** EXCERPTED RECORDS follows **

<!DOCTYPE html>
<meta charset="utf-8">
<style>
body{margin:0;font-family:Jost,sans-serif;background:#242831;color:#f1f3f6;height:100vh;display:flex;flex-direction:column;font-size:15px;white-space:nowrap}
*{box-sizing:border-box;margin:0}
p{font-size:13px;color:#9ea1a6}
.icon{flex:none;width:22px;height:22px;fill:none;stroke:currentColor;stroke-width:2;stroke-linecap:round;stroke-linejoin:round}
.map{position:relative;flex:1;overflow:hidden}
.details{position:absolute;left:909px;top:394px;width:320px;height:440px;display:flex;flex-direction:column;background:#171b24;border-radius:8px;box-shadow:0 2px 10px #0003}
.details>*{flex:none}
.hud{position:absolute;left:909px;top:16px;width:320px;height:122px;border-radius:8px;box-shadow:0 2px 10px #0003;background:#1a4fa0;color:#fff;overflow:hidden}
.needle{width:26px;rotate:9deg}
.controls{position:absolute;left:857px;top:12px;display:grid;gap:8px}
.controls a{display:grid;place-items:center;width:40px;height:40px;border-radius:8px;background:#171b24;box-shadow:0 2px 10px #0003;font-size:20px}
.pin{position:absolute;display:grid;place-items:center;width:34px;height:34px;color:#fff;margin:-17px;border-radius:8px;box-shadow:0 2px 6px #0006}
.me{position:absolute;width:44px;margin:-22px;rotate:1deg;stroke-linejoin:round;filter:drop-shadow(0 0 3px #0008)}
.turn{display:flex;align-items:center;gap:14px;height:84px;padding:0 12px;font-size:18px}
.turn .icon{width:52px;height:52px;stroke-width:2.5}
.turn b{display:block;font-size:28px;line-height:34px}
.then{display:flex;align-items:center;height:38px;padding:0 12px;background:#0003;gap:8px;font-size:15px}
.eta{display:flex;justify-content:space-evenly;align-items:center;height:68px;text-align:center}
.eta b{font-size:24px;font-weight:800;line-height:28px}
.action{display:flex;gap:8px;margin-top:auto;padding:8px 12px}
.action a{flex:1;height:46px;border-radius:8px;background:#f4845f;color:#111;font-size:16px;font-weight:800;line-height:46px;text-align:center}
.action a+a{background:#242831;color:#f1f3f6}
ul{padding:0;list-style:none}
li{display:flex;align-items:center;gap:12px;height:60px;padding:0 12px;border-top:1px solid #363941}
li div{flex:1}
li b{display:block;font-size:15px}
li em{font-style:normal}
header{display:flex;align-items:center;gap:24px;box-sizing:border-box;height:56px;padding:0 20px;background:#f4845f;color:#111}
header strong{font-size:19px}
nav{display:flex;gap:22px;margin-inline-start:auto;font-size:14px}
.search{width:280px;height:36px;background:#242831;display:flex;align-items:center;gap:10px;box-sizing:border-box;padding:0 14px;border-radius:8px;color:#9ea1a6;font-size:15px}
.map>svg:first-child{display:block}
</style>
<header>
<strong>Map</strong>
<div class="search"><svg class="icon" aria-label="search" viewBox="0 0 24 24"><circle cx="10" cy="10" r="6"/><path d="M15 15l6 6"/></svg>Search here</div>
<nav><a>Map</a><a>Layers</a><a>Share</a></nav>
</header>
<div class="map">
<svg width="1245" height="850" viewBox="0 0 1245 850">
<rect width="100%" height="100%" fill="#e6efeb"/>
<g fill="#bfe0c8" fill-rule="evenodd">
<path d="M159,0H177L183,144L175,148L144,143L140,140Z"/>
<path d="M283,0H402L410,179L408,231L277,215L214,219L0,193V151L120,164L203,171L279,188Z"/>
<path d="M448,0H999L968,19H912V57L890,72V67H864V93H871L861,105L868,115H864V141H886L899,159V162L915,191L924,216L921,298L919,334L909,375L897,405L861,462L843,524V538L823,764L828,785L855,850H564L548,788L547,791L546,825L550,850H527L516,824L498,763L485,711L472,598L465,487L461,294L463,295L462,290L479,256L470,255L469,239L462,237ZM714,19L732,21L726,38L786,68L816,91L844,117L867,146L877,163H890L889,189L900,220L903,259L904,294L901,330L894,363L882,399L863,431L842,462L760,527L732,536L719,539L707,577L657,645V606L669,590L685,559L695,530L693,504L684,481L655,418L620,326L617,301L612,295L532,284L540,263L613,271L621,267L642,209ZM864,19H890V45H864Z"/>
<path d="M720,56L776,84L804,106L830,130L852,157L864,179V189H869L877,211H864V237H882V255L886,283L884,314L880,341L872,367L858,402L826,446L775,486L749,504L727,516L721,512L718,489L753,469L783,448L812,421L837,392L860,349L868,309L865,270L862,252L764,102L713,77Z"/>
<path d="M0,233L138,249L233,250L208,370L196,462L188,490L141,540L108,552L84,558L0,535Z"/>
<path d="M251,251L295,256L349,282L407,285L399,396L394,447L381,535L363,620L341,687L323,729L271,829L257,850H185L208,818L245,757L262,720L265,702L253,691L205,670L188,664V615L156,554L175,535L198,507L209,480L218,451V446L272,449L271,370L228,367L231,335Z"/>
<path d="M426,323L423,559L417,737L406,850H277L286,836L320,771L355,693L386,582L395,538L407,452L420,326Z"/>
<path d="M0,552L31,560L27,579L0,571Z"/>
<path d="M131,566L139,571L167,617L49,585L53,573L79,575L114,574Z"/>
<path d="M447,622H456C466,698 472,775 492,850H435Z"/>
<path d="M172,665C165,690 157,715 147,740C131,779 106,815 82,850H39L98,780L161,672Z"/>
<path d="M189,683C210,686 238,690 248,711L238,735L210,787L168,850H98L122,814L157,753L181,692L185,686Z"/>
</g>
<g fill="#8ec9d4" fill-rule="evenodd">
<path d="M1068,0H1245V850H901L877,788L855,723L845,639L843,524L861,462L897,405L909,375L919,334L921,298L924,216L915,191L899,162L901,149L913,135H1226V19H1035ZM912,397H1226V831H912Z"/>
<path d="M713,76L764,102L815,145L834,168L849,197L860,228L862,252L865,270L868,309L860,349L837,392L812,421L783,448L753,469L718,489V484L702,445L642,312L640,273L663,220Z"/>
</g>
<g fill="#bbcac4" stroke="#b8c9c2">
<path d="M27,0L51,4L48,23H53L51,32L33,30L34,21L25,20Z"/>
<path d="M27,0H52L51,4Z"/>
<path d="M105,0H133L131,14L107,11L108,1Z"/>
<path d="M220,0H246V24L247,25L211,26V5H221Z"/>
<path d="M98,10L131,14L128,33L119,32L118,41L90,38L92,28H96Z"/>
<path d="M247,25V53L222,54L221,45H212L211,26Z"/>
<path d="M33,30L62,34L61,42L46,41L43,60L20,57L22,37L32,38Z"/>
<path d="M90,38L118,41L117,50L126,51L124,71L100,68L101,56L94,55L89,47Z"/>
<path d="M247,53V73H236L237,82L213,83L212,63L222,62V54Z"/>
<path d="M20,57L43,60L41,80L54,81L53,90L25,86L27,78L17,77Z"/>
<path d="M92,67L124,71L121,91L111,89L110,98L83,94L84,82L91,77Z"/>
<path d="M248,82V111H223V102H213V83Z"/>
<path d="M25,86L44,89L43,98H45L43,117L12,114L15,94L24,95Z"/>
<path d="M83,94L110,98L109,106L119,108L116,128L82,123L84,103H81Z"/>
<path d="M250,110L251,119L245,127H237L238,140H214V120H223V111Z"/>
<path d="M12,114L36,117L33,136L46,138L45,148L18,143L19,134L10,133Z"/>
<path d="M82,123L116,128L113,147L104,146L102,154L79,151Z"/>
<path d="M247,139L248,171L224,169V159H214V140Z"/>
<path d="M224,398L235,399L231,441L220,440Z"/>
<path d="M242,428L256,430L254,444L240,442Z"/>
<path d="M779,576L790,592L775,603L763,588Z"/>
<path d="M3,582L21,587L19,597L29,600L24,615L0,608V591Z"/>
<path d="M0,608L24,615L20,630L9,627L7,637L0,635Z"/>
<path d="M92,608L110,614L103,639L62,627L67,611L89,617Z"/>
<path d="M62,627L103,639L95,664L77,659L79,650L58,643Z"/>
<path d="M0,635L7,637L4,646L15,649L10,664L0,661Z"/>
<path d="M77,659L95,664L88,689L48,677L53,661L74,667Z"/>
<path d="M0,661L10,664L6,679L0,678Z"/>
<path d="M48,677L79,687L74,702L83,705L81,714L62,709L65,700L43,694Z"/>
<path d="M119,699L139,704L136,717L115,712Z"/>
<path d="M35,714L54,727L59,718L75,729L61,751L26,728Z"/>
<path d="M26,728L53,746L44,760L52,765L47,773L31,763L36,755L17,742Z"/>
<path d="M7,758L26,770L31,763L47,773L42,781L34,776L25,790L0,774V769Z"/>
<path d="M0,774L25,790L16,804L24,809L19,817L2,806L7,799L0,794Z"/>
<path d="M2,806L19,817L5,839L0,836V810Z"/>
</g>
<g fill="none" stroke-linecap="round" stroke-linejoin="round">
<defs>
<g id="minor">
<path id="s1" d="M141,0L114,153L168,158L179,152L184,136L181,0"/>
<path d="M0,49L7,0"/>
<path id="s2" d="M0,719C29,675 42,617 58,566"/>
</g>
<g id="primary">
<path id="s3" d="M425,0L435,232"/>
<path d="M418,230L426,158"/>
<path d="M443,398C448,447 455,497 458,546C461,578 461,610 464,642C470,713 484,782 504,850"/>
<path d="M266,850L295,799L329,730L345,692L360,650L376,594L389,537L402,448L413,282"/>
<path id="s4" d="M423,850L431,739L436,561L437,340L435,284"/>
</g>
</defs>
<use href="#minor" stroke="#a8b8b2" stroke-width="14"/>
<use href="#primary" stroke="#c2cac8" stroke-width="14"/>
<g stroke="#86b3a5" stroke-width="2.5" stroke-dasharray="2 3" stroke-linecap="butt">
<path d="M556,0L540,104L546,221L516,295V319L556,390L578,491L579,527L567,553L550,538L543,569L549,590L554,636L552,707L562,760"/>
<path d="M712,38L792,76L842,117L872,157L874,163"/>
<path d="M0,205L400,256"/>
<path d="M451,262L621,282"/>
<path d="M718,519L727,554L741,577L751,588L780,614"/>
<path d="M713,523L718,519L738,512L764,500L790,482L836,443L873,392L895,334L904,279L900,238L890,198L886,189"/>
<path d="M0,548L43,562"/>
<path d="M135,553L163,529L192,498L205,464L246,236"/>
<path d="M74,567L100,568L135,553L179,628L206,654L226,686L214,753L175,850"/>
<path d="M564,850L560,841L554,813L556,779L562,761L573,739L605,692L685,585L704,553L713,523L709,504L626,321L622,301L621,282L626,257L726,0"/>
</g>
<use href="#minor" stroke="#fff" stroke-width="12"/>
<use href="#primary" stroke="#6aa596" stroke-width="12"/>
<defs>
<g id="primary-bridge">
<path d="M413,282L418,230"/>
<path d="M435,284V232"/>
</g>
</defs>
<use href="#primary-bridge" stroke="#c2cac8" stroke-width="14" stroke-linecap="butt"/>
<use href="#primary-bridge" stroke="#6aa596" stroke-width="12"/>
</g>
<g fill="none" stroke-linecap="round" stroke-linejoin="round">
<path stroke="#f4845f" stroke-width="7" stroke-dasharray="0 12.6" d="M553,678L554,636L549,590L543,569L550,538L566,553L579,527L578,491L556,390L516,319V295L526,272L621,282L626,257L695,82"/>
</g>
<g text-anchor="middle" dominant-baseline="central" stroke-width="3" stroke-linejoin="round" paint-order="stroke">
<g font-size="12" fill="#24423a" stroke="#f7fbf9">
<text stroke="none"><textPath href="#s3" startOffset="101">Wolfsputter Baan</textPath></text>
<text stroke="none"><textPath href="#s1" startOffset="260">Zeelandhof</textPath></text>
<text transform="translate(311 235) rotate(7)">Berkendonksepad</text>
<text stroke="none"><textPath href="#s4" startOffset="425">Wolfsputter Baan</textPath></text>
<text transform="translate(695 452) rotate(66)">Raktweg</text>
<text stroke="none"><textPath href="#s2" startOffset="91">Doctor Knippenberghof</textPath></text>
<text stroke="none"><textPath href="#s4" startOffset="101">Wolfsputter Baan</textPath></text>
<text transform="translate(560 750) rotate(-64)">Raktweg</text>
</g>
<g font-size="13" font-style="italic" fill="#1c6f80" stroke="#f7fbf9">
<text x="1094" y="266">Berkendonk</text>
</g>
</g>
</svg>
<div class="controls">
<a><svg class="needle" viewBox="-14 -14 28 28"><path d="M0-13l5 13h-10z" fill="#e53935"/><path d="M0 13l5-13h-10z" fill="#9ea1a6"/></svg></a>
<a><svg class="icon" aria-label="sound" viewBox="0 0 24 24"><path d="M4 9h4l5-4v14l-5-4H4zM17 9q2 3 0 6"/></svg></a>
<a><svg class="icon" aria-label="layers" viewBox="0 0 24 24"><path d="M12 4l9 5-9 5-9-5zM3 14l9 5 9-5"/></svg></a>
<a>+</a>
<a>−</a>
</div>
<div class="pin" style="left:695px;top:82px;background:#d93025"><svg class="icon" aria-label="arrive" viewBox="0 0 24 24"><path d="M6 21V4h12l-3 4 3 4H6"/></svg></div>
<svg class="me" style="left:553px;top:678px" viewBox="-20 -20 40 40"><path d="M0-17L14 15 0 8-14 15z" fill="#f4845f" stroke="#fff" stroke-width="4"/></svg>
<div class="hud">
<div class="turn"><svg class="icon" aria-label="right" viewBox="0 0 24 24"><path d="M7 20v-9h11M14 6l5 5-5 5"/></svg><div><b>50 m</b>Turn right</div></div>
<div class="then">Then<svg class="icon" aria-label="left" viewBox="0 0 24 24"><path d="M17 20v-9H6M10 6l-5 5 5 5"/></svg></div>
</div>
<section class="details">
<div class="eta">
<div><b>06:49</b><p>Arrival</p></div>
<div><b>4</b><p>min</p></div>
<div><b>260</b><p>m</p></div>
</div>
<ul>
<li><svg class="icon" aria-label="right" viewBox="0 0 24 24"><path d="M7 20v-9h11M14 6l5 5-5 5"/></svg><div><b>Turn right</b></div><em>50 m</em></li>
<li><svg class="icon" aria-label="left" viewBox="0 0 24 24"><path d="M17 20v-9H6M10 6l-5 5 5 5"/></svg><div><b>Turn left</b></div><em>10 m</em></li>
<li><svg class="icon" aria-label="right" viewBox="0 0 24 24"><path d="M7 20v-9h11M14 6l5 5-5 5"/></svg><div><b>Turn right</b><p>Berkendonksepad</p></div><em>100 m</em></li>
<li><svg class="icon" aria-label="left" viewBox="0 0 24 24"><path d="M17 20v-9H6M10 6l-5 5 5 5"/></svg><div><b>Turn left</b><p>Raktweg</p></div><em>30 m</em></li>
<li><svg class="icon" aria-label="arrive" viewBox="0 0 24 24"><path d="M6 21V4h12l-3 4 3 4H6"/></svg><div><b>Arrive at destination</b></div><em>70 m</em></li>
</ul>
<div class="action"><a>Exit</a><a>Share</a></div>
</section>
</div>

** End of EXCERPTED RECORDS **

YOUR GOAL: Report, for the data above, every line in which the string "sizing" appears.

PROBLEM SOLUTION:
*{box-sizing:border-box;margin:0}
header{display:flex;align-items:center;gap:24px;box-sizing:border-box;height:56px;padding:0 20px;background:#f4845f;color:#111}
.search{width:280px;height:36px;background:#242831;display:flex;align-items:center;gap:10px;box-sizing:border-box;padding:0 14px;border-radius:8px;color:#9ea1a6;font-size:15px}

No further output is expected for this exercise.